REQUIRED ACTION: Report every line of the records beneath this task that holds the string "Bridge".

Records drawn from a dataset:
+---+
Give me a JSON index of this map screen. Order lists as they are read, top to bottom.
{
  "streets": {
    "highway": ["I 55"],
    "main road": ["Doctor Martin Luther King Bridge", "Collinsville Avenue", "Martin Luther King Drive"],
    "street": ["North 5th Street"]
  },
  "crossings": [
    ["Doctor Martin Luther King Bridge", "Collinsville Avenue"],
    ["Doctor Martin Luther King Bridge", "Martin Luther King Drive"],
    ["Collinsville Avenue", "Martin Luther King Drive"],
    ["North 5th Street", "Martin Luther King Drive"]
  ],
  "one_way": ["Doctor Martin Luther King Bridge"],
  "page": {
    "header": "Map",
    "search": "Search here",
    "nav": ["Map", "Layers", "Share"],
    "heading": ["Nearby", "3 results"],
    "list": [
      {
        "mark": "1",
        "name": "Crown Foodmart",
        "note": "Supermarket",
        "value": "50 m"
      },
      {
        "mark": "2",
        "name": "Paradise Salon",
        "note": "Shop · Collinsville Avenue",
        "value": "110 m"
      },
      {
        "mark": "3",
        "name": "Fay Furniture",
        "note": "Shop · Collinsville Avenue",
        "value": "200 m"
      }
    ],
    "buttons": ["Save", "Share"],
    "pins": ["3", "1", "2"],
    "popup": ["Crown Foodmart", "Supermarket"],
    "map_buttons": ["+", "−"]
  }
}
+---+
RESPONSE:
    "main road": ["Doctor Martin Luther King Bridge", "Collinsville Avenue", "Martin Luther King Drive"],
    ["Doctor Martin Luther King Bridge", "Collinsville Avenue"],
    ["Doctor Martin Luther King Bridge", "Martin Luther King Drive"],
  "one_way": ["Doctor Martin Luther King Bridge"],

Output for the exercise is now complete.